* _DATA IN THIS EXERCISE_
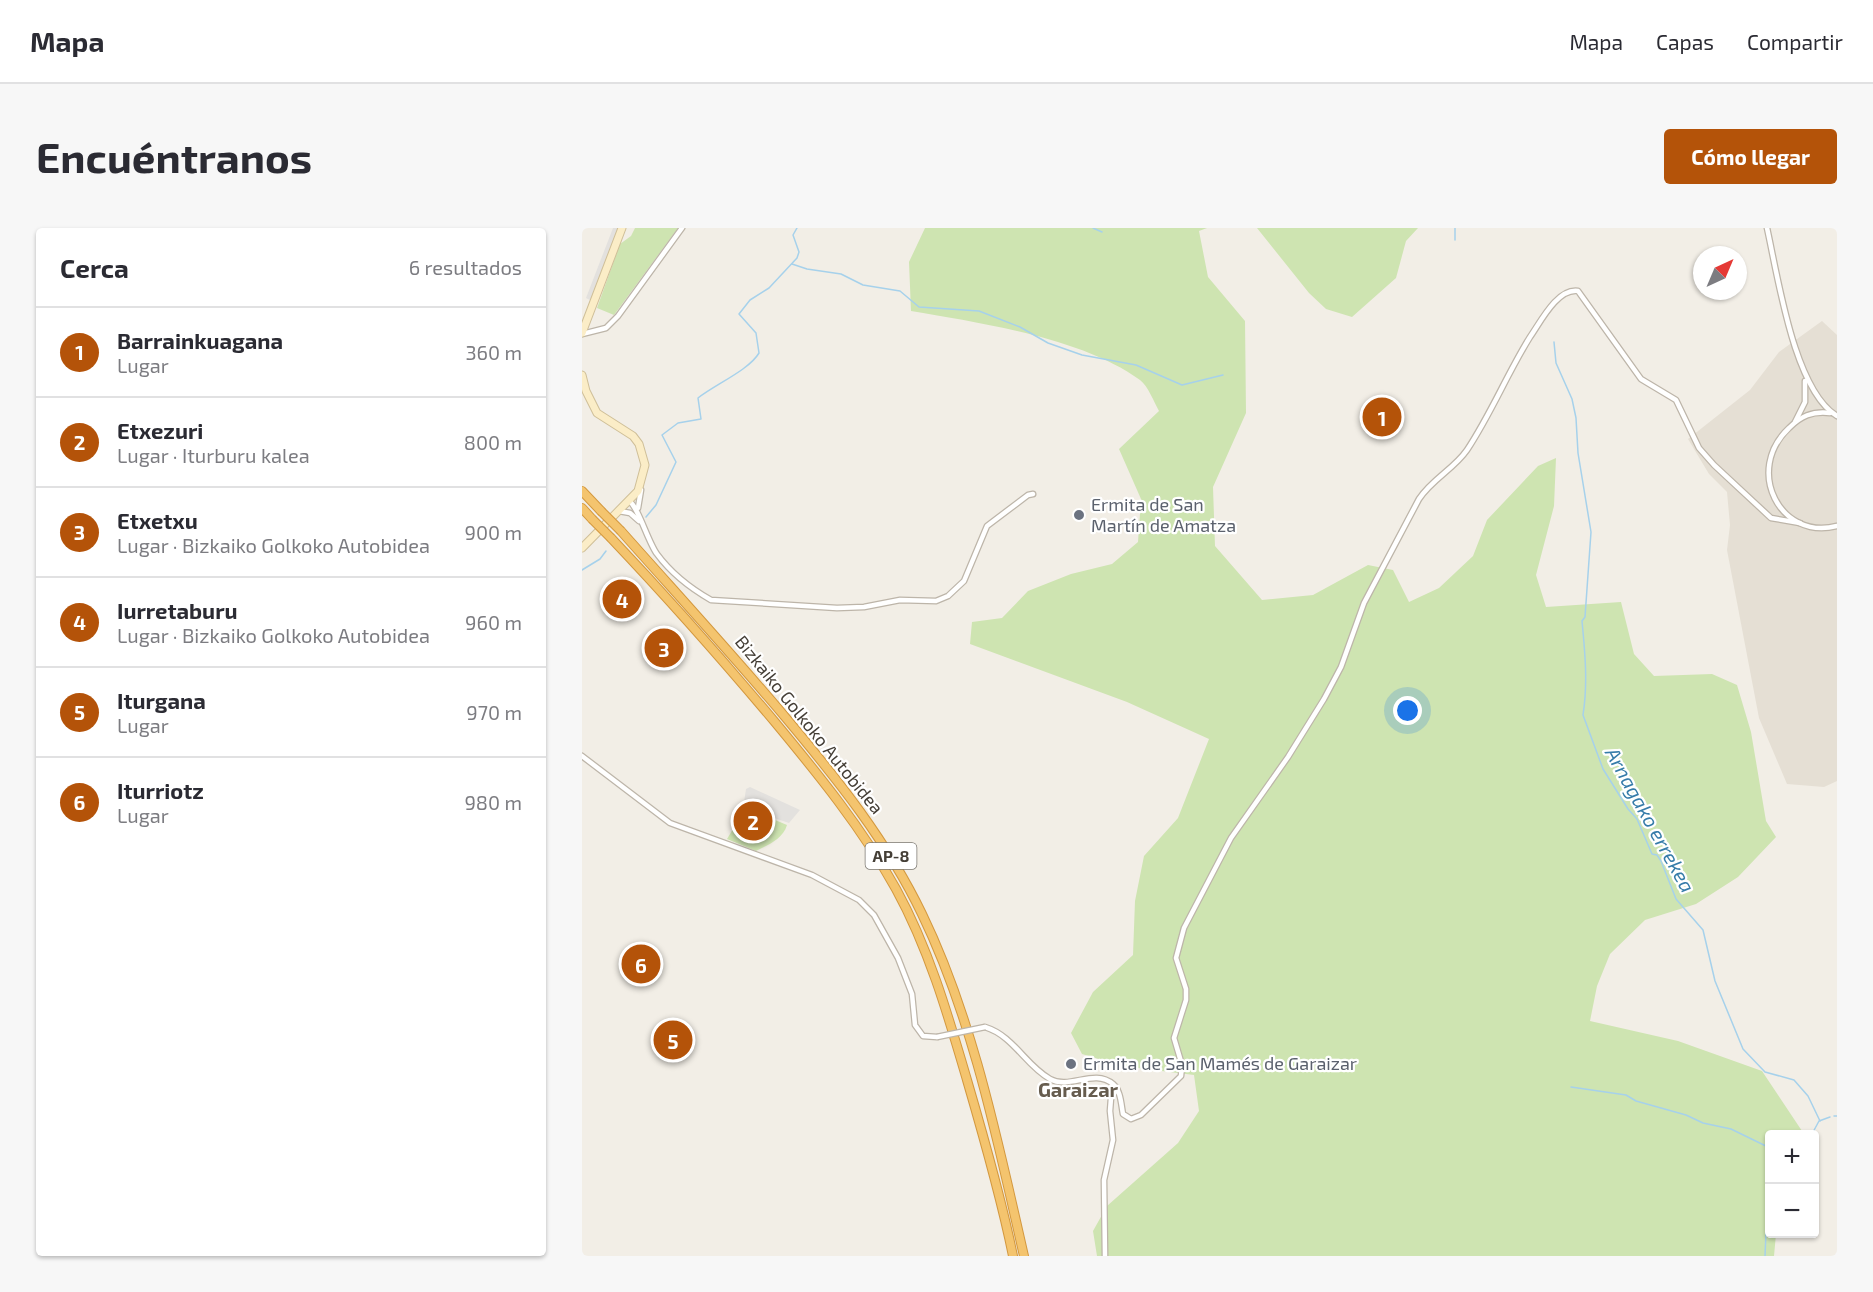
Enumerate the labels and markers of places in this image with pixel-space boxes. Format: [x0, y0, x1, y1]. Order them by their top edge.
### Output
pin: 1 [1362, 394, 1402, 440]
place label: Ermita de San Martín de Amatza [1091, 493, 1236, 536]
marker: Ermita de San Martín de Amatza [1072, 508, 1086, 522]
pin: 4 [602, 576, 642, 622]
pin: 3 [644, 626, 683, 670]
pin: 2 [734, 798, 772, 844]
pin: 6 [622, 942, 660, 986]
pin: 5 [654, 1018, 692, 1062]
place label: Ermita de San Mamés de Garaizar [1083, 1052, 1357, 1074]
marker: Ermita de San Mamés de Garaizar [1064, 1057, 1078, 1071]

* _PROBLEM TO WORK ON_
Reproduce the data above in full, exactly, with the images removed.

* _SOLUTION_
Enumerate the labels and markers of places in this image with pixel-space boxes. Format: [x0, y0, x1, y1]. Order them by their top edge.
### Output
pin: 1 [1362, 394, 1402, 440]
place label: Ermita de San Martín de Amatza [1091, 493, 1236, 536]
marker: Ermita de San Martín de Amatza [1072, 508, 1086, 522]
pin: 4 [602, 576, 642, 622]
pin: 3 [644, 626, 683, 670]
pin: 2 [734, 798, 772, 844]
pin: 6 [622, 942, 660, 986]
pin: 5 [654, 1018, 692, 1062]
place label: Ermita de San Mamés de Garaizar [1083, 1052, 1357, 1074]
marker: Ermita de San Mamés de Garaizar [1064, 1057, 1078, 1071]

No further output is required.